(DATA FOR THIS TASK begins)
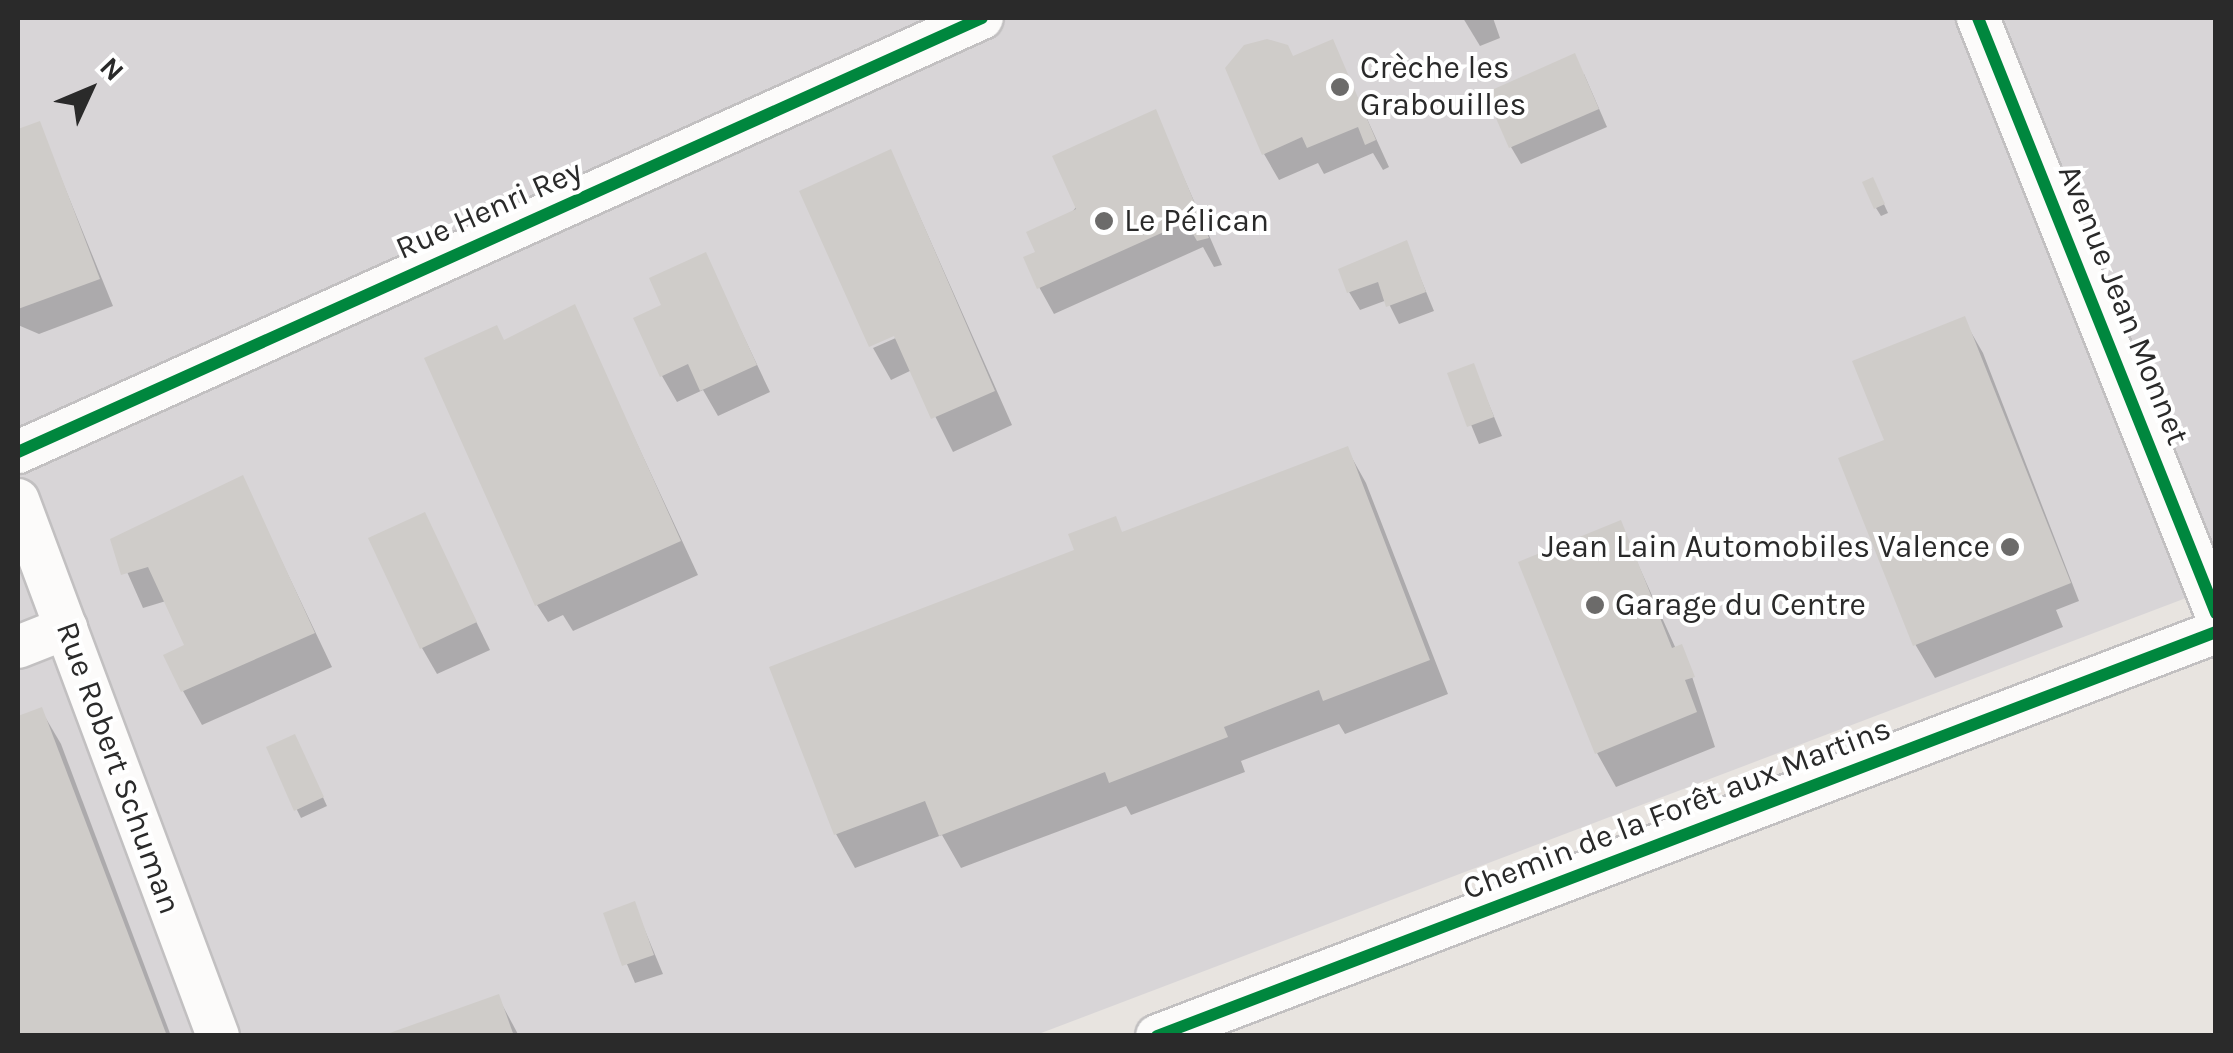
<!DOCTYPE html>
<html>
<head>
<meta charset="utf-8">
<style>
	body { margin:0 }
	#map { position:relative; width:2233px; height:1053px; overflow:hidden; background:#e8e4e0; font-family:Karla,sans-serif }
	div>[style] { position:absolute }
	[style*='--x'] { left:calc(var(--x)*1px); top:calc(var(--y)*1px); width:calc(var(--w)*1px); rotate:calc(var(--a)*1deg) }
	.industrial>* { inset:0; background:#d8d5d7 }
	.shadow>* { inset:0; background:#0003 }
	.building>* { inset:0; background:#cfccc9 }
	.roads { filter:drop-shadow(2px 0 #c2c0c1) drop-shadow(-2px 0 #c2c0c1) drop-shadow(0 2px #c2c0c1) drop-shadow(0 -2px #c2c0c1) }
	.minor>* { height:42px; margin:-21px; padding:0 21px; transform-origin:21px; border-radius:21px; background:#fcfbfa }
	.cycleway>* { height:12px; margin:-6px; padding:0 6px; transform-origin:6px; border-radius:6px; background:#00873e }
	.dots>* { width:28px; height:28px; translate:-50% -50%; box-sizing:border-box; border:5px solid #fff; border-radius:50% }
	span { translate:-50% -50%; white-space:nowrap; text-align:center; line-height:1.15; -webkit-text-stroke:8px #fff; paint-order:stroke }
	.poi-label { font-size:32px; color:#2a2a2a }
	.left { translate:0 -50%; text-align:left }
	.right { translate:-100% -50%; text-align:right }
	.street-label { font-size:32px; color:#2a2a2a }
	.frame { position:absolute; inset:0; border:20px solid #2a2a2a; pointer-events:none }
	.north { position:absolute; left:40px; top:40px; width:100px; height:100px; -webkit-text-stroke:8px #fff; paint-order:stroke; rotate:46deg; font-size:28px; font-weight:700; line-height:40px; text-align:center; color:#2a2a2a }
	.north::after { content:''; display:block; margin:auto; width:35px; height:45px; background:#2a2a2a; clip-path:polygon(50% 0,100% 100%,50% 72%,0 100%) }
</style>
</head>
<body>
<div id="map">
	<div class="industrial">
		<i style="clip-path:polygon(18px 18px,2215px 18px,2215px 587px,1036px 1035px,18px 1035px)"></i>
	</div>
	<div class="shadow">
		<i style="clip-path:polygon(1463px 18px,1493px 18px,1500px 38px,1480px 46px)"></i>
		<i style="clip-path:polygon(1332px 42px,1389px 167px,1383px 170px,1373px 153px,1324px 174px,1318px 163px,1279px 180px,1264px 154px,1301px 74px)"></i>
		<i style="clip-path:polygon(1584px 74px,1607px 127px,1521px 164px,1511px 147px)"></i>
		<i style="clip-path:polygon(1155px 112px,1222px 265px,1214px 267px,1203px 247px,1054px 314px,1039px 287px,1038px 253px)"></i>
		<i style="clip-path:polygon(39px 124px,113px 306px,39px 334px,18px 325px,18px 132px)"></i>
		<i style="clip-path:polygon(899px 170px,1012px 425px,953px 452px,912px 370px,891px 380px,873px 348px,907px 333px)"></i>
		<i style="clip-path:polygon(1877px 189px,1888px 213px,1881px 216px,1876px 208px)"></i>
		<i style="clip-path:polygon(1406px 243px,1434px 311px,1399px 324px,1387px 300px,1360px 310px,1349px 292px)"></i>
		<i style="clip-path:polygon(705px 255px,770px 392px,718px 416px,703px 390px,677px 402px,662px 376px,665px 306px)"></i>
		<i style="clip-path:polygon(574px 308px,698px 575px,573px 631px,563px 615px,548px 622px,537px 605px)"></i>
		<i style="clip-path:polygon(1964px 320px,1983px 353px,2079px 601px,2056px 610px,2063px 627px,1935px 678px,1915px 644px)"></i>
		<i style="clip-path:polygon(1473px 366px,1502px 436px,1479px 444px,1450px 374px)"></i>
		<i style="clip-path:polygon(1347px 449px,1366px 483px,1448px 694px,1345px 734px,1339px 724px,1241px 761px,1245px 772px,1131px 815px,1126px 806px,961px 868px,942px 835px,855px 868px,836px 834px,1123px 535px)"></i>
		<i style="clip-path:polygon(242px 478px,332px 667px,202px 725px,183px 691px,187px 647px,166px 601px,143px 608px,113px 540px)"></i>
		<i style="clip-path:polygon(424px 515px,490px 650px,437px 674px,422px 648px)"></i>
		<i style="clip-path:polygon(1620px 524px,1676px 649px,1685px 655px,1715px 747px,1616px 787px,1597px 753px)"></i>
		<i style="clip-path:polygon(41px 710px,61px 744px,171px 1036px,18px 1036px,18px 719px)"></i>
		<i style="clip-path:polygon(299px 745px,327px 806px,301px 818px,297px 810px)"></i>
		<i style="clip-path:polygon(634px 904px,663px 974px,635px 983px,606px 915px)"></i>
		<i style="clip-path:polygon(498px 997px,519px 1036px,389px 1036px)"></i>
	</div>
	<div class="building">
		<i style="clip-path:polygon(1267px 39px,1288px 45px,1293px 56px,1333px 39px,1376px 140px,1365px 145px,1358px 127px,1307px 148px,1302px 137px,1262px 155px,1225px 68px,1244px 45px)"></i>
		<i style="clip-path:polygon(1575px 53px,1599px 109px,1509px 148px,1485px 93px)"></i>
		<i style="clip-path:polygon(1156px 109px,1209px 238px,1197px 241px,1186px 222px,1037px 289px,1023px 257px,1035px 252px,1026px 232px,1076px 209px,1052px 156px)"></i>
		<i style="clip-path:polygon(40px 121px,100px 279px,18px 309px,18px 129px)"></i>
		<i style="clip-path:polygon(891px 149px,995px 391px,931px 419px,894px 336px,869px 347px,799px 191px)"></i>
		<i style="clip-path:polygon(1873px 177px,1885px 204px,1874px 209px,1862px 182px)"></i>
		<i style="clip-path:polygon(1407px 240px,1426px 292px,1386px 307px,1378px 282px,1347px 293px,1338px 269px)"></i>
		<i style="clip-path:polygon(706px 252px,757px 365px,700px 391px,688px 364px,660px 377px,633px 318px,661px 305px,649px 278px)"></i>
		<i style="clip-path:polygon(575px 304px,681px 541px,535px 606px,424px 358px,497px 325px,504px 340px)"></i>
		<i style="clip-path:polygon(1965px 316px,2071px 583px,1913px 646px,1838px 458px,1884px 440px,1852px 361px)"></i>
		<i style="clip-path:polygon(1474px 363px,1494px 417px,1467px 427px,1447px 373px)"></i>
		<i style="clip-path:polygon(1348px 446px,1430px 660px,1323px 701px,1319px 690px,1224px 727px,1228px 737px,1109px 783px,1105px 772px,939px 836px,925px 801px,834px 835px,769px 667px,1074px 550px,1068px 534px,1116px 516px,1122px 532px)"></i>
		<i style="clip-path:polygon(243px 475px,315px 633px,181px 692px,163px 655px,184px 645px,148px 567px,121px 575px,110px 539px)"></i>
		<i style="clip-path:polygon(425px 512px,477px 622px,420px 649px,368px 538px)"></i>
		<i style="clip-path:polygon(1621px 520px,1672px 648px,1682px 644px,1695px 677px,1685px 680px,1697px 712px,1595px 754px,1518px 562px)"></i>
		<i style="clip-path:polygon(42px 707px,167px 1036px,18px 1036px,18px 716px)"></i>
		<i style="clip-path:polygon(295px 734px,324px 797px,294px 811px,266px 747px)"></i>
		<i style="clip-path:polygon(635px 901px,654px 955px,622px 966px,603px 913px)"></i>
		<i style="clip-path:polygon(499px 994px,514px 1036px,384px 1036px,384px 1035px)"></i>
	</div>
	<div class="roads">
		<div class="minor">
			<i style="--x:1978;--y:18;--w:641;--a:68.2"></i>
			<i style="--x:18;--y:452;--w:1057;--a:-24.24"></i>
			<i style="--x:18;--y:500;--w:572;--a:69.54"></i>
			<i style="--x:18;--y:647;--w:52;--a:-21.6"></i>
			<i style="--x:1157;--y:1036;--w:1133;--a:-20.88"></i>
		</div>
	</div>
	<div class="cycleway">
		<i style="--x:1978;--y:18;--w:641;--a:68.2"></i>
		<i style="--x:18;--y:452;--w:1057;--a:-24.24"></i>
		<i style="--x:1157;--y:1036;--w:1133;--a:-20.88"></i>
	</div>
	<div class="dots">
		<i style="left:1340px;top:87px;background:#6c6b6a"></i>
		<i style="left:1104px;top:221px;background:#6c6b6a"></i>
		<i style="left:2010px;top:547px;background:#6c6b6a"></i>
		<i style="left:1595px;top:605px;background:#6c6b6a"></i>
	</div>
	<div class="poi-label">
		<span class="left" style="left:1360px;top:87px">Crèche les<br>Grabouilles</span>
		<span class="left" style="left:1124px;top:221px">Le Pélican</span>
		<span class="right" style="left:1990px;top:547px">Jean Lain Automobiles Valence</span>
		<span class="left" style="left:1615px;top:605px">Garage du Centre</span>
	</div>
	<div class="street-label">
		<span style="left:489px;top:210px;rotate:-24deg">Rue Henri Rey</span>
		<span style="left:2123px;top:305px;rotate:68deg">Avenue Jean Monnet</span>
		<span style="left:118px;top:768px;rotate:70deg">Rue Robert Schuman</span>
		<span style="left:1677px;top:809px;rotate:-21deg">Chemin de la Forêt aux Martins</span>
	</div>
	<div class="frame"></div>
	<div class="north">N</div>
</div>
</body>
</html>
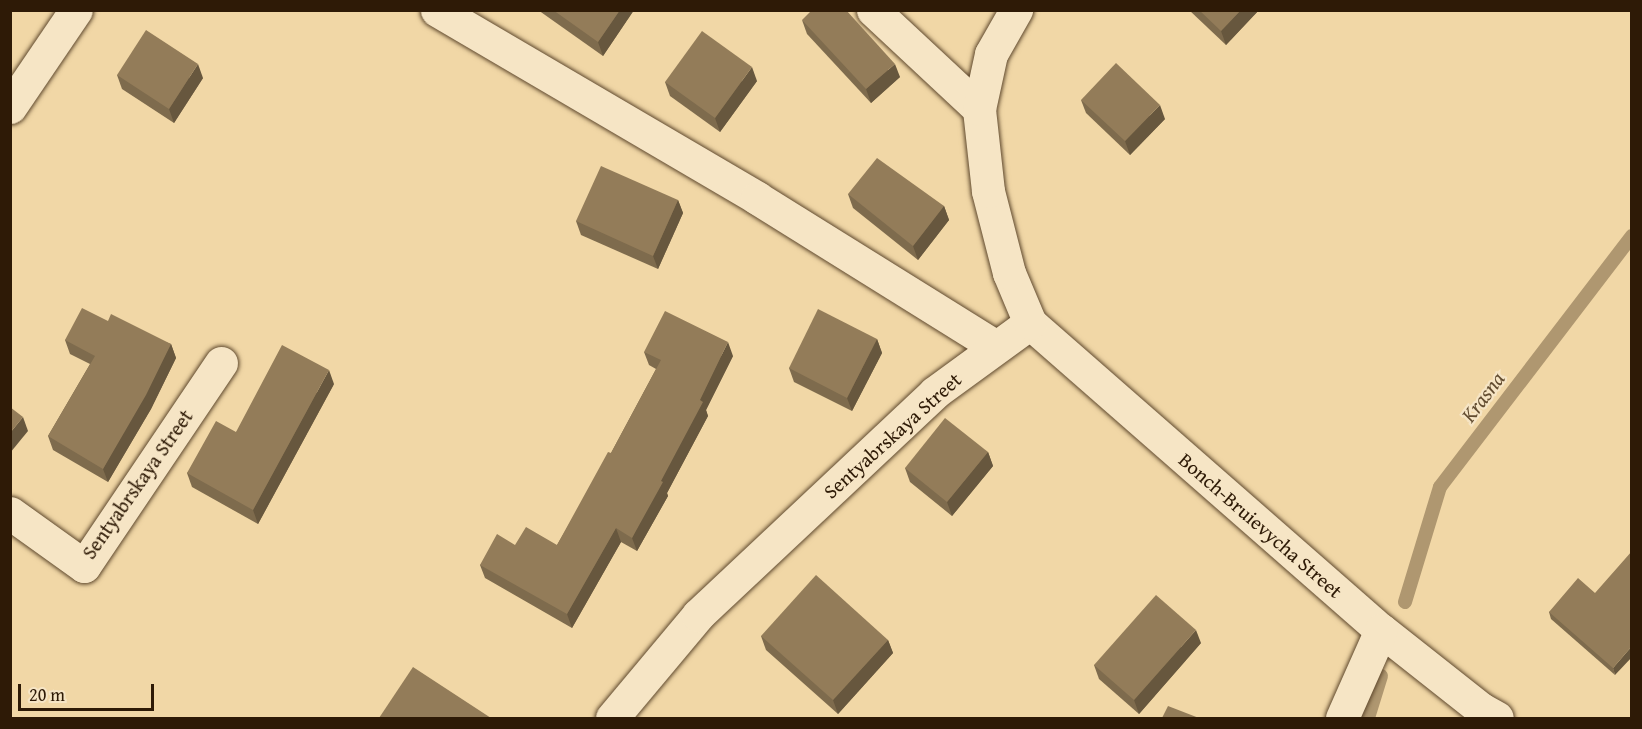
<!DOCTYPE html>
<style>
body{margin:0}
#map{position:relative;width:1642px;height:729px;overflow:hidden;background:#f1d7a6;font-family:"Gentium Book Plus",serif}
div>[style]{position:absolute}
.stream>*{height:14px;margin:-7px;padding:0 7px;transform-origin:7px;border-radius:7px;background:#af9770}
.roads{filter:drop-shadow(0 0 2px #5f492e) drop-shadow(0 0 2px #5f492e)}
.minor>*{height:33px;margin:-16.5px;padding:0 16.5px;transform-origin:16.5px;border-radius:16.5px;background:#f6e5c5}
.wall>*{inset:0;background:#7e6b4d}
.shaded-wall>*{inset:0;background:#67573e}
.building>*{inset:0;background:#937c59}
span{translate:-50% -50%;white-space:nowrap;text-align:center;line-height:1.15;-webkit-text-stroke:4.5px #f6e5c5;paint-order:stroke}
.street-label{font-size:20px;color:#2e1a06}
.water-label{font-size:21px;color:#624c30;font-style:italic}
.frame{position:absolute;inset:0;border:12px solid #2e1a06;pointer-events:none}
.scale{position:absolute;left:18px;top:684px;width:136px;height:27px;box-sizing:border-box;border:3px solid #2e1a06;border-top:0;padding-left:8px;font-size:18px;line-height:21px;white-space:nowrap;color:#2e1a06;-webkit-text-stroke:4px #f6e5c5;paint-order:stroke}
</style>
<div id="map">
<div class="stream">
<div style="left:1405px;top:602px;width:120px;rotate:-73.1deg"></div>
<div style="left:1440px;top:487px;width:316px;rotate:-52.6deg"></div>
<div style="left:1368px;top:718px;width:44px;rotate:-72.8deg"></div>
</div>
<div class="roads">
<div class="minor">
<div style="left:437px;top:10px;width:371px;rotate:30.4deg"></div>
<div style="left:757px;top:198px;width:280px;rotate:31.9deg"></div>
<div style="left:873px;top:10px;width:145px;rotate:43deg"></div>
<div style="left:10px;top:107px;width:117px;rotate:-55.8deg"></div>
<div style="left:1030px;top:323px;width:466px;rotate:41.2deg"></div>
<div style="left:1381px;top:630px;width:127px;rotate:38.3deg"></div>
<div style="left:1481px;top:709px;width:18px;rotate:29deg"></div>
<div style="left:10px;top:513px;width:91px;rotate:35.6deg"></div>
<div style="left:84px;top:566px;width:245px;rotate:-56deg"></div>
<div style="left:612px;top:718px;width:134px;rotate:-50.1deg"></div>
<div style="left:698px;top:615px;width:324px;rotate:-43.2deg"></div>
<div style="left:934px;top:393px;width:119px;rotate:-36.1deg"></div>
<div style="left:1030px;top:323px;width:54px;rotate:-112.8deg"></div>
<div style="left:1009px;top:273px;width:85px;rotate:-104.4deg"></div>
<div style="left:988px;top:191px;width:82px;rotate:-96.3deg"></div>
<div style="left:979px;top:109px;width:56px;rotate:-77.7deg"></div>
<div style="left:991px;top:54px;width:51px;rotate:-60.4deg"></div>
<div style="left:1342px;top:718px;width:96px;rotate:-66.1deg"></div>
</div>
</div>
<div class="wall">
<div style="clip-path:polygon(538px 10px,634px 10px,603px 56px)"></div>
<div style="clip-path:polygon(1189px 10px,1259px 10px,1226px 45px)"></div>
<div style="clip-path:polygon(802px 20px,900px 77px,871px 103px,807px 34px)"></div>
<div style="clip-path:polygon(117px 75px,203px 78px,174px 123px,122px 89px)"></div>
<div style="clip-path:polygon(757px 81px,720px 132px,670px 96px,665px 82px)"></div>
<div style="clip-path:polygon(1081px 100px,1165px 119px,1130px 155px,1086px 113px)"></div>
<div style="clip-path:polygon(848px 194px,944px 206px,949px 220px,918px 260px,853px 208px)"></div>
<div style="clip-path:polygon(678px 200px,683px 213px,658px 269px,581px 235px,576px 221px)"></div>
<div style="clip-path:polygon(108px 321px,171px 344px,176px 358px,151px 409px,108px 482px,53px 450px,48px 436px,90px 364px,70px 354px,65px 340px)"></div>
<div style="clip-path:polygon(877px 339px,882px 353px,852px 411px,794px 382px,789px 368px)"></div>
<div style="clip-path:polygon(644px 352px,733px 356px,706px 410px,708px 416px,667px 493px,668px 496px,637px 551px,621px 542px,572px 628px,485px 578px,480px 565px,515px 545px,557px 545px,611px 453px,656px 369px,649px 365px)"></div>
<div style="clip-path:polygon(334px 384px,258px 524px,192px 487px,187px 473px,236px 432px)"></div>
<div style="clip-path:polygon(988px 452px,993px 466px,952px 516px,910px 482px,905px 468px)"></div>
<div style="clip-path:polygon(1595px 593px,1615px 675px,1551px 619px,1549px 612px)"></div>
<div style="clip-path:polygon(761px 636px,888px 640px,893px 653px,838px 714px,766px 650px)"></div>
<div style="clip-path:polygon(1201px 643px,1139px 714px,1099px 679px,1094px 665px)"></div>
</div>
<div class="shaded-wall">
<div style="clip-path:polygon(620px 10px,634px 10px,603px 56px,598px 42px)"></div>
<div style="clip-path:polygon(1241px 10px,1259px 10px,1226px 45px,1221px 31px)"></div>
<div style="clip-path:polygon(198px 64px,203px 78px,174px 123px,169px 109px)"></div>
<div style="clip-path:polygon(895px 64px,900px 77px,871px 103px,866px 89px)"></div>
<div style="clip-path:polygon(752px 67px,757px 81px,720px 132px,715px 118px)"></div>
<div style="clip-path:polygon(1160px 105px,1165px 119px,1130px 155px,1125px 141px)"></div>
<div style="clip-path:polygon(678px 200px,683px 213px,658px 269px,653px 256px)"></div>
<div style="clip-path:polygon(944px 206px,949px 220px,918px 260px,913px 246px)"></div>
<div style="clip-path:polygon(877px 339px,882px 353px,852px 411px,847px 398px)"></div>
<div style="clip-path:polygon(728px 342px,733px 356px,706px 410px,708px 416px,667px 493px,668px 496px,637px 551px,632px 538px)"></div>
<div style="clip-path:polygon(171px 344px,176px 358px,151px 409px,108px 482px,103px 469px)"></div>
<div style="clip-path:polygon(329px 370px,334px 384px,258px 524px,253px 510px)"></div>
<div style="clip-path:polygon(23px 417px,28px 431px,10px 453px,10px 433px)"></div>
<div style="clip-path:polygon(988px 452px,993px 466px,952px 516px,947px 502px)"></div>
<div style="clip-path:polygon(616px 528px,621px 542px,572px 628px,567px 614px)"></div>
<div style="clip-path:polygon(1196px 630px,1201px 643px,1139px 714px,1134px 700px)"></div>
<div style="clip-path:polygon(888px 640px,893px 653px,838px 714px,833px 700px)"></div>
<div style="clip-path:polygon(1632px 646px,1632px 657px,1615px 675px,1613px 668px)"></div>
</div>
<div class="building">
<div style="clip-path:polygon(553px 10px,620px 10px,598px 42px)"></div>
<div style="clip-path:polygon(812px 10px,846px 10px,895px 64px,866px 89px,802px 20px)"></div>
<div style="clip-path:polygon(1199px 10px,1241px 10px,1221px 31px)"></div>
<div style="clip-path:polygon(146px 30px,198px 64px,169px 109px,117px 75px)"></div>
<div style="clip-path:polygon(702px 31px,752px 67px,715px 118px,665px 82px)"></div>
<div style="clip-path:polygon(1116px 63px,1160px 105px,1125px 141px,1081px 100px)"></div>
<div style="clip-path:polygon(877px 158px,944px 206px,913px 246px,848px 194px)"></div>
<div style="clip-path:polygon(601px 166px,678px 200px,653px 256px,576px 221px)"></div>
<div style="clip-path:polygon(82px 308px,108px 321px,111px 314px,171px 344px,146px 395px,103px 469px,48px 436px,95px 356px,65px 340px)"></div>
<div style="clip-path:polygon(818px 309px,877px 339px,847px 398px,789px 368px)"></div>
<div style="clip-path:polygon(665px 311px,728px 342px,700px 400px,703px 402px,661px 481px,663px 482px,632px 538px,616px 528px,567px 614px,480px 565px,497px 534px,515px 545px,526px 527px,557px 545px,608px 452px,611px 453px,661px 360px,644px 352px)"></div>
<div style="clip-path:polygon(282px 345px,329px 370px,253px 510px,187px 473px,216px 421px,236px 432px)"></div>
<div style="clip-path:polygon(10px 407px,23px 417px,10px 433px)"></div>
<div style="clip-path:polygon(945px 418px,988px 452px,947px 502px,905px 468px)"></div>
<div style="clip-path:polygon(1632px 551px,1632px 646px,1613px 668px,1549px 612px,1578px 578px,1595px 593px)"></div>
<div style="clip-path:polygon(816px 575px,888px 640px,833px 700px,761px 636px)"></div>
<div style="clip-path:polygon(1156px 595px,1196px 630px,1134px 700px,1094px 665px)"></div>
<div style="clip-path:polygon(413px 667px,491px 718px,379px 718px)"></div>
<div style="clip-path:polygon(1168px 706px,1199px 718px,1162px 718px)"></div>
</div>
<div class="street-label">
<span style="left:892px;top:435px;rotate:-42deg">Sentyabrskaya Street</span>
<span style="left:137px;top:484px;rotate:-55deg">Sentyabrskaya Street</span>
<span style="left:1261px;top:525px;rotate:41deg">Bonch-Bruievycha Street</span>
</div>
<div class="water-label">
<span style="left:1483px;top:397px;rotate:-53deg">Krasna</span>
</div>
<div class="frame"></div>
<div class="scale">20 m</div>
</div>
(DATA FOR THIS TASK ends)
[EXERCISE]:
Determine how many lines in the entries above contain the word "family", and respond with the number alone.

[SOLUTION TO THIS TASK]:
2